RECORDS TO USE
════════════════

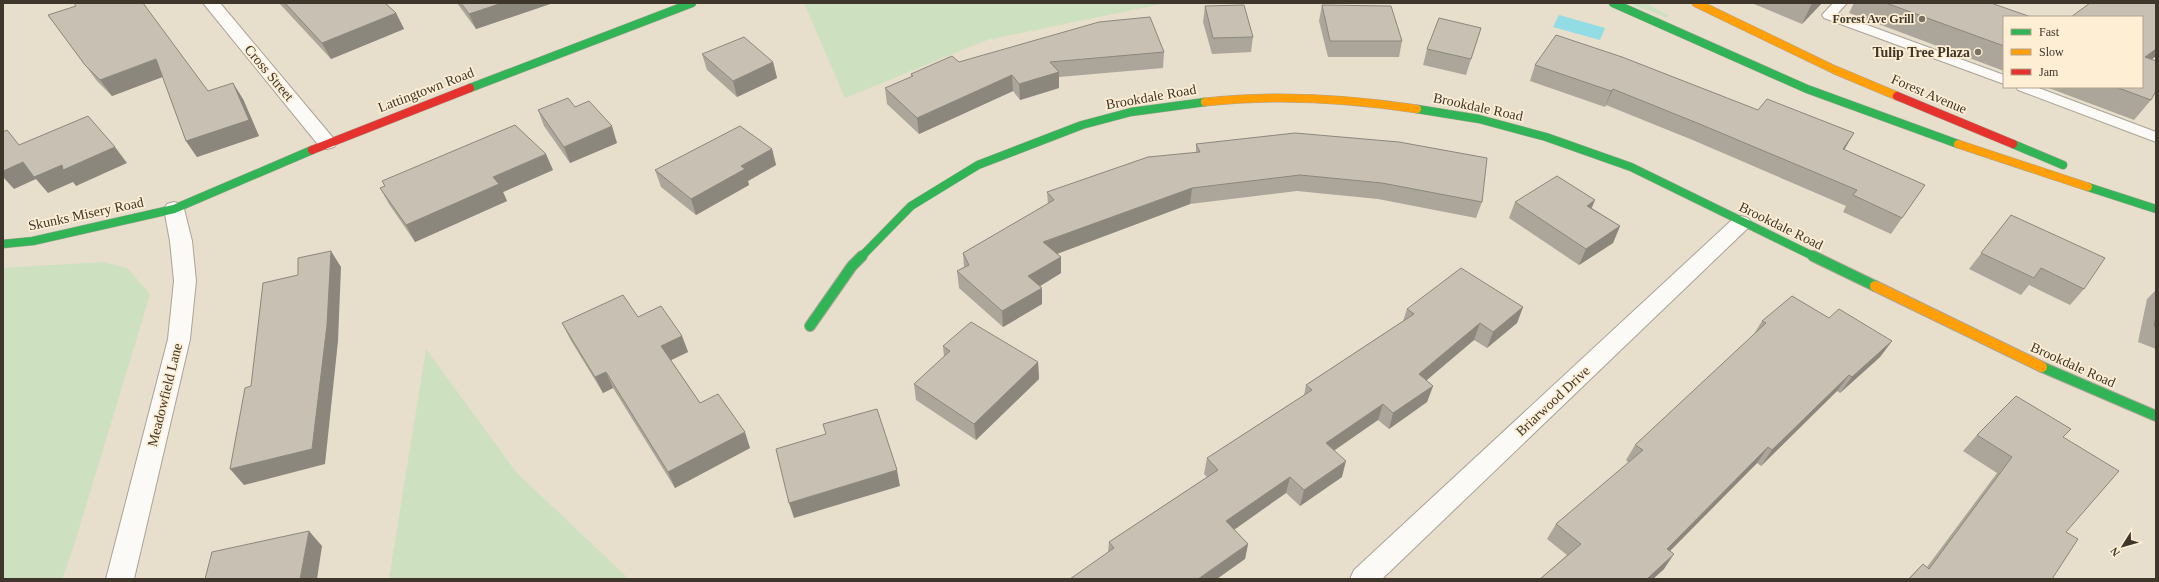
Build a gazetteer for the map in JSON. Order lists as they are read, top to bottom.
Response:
{
  "streets": {
    "main road": [
      "Lattingtown Road",
      "Forest Avenue",
      "Brookdale Road",
      "Skunks Misery Road"
    ],
    "street": ["Cross Street", "Meadowfield Lane", "Briarwood Drive"]
  },
  "crossings": [
    ["Cross Street", "Lattingtown Road"],
    ["Lattingtown Road", "Skunks Misery Road"],
    ["Lattingtown Road", "Meadowfield Lane"],
    ["Brookdale Road", "Briarwood Drive"],
    ["Skunks Misery Road", "Meadowfield Lane"]
  ],
  "places": ["Forest Ave Grill", "Tulip Tree Plaza"],
  "legend": ["Fast", "Slow", "Jam"],
  "north": "bottom left"
}
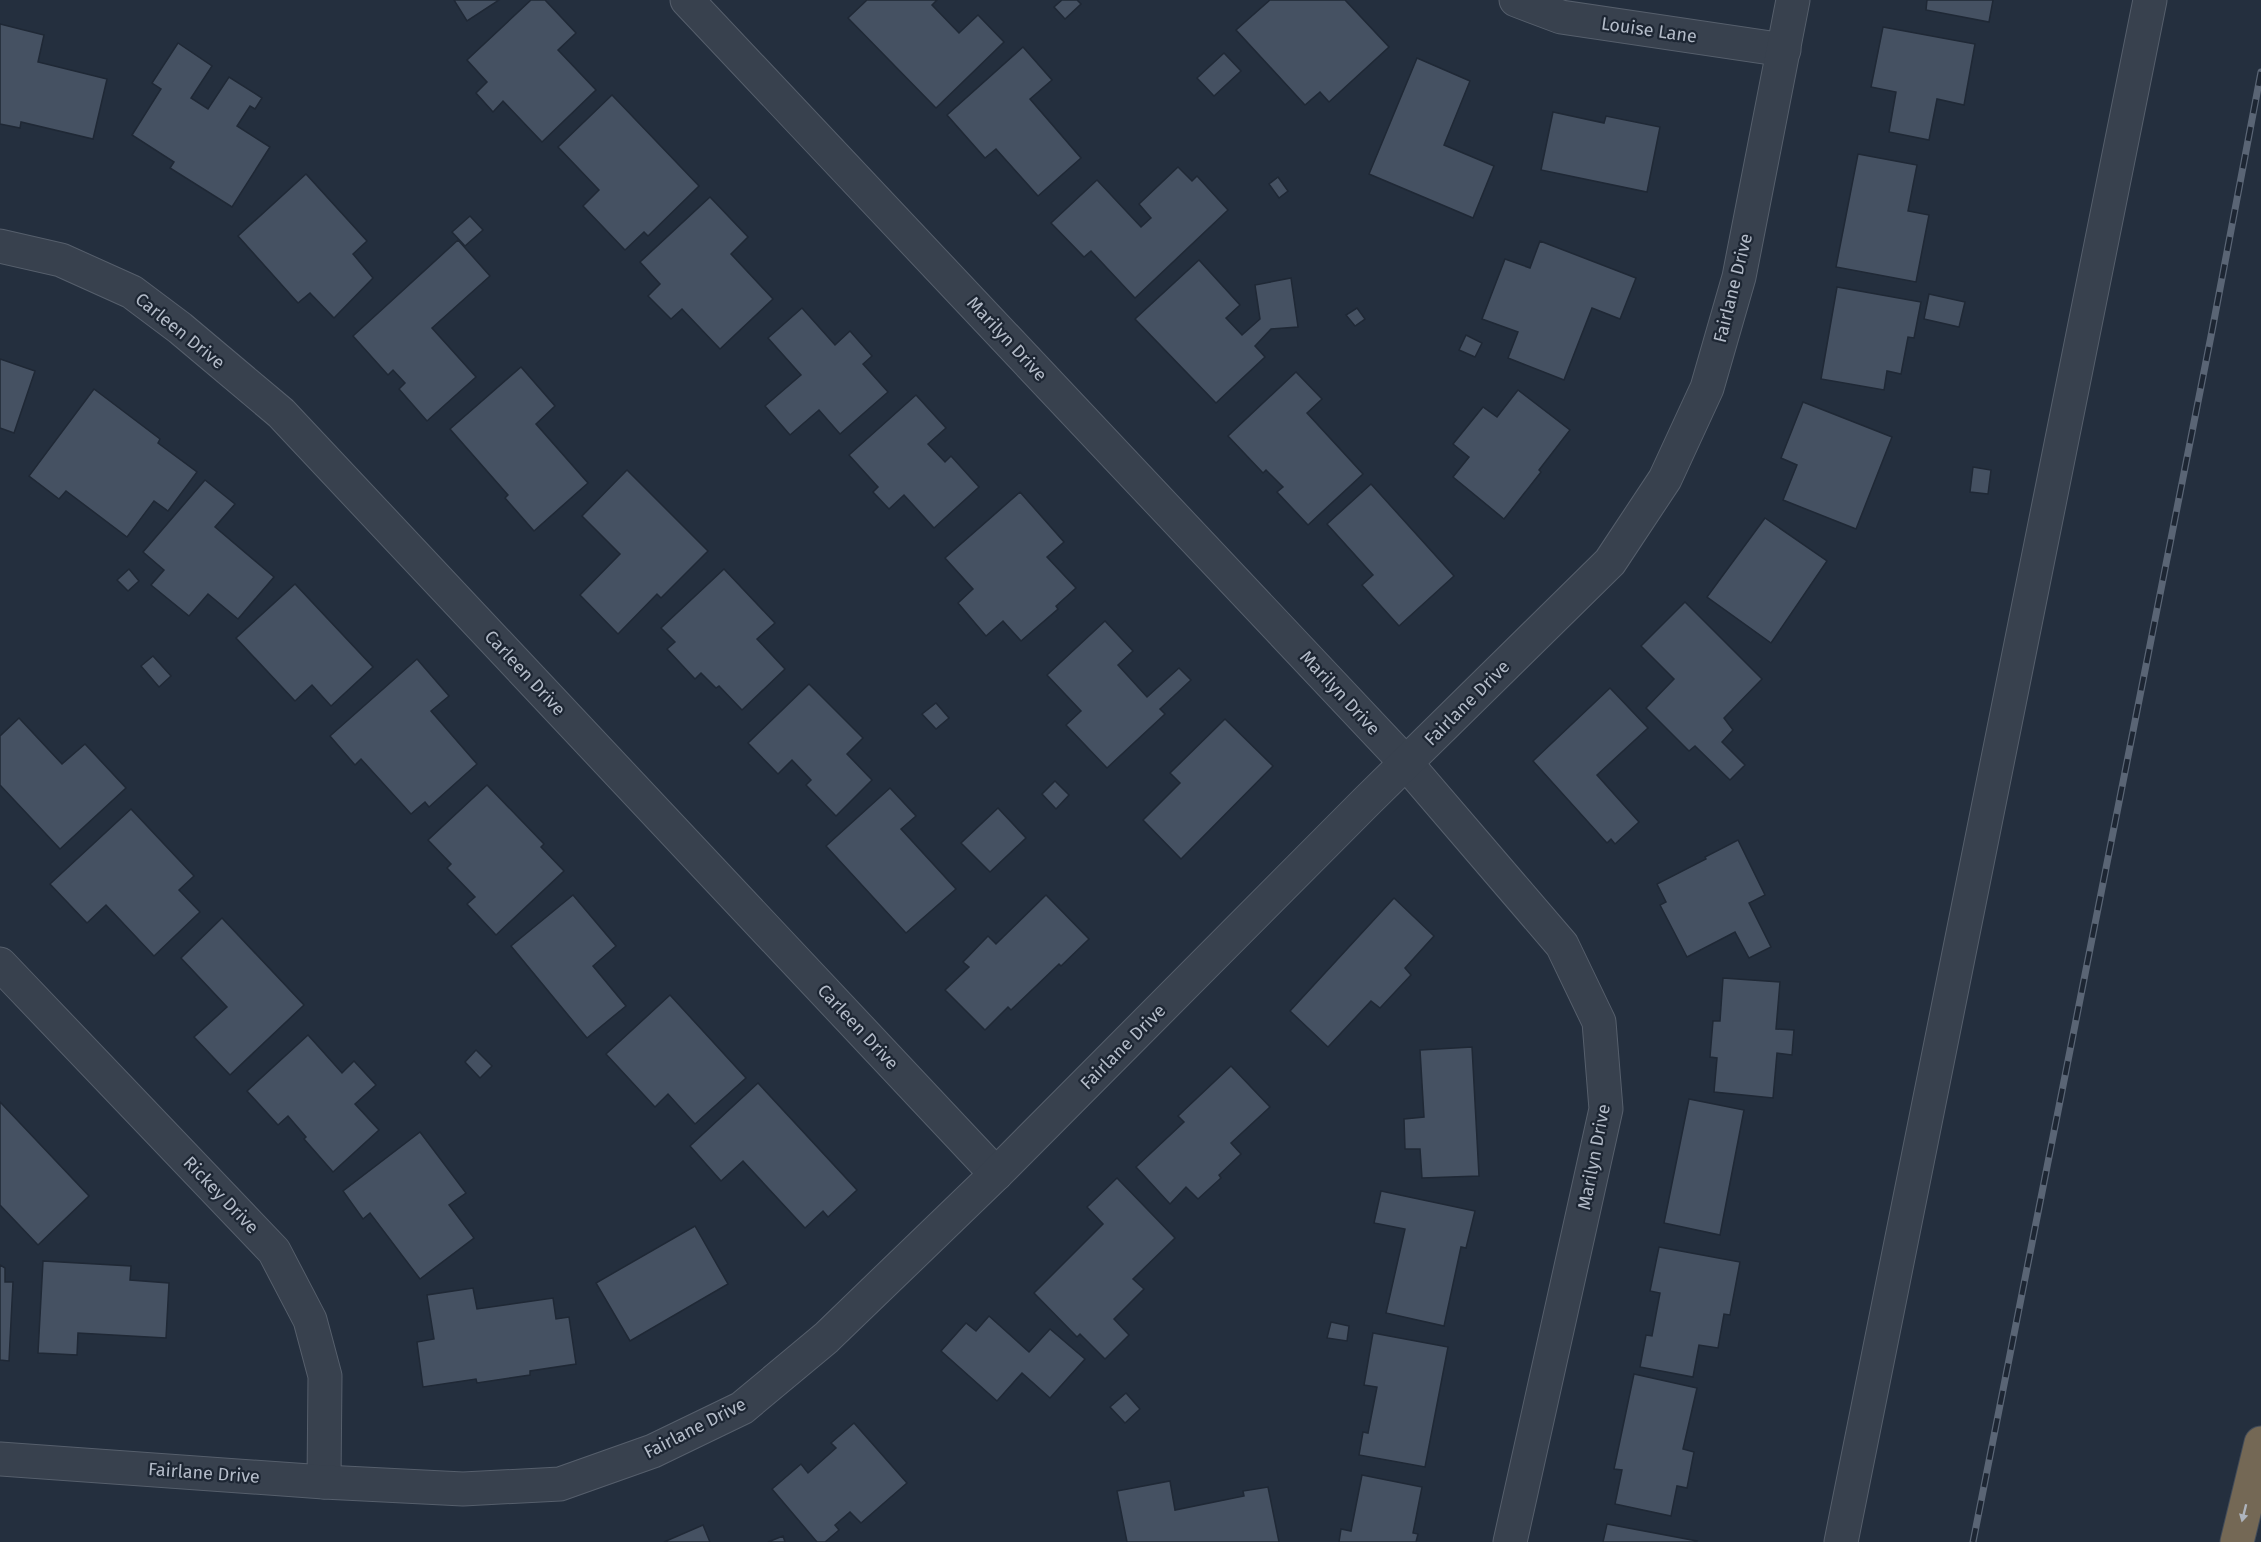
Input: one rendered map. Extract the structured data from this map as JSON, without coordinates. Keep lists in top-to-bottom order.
{
  "streets": {
    "street": [
      "Louise Lane",
      "Fairlane Drive",
      "Carleen Drive",
      "Marilyn Drive",
      "Rickey Drive"
    ]
  },
  "crossings": [
    ["Louise Lane", "Fairlane Drive"],
    ["Fairlane Drive", "Carleen Drive"],
    ["Fairlane Drive", "Marilyn Drive"],
    ["Fairlane Drive", "Rickey Drive"]
  ]
}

════════════════

WHAT TO WORK ON
Where an entry holds a picture, leave the picture out and output the rest exactly.

TASK SOLUTION
Build a gazetteer for the map in JSON. Order lists as they are read, top to bottom.
Response:
{
  "streets": {
    "main road": [
      "Lattingtown Road",
      "Forest Avenue",
      "Brookdale Road",
      "Skunks Misery Road"
    ],
    "street": ["Cross Street", "Meadowfield Lane", "Briarwood Drive"]
  },
  "crossings": [
    ["Cross Street", "Lattingtown Road"],
    ["Lattingtown Road", "Skunks Misery Road"],
    ["Lattingtown Road", "Meadowfield Lane"],
    ["Brookdale Road", "Briarwood Drive"],
    ["Skunks Misery Road", "Meadowfield Lane"]
  ],
  "places": ["Forest Ave Grill", "Tulip Tree Plaza"],
  "legend": ["Fast", "Slow", "Jam"],
  "north": "bottom left"
}
Input: one rendered map. Extract the structured data from this map as JSON, without coordinates. Keep lists in top-to-bottom order.
{
  "streets": {
    "street": [
      "Louise Lane",
      "Fairlane Drive",
      "Carleen Drive",
      "Marilyn Drive",
      "Rickey Drive"
    ]
  },
  "crossings": [
    ["Louise Lane", "Fairlane Drive"],
    ["Fairlane Drive", "Carleen Drive"],
    ["Fairlane Drive", "Marilyn Drive"],
    ["Fairlane Drive", "Rickey Drive"]
  ]
}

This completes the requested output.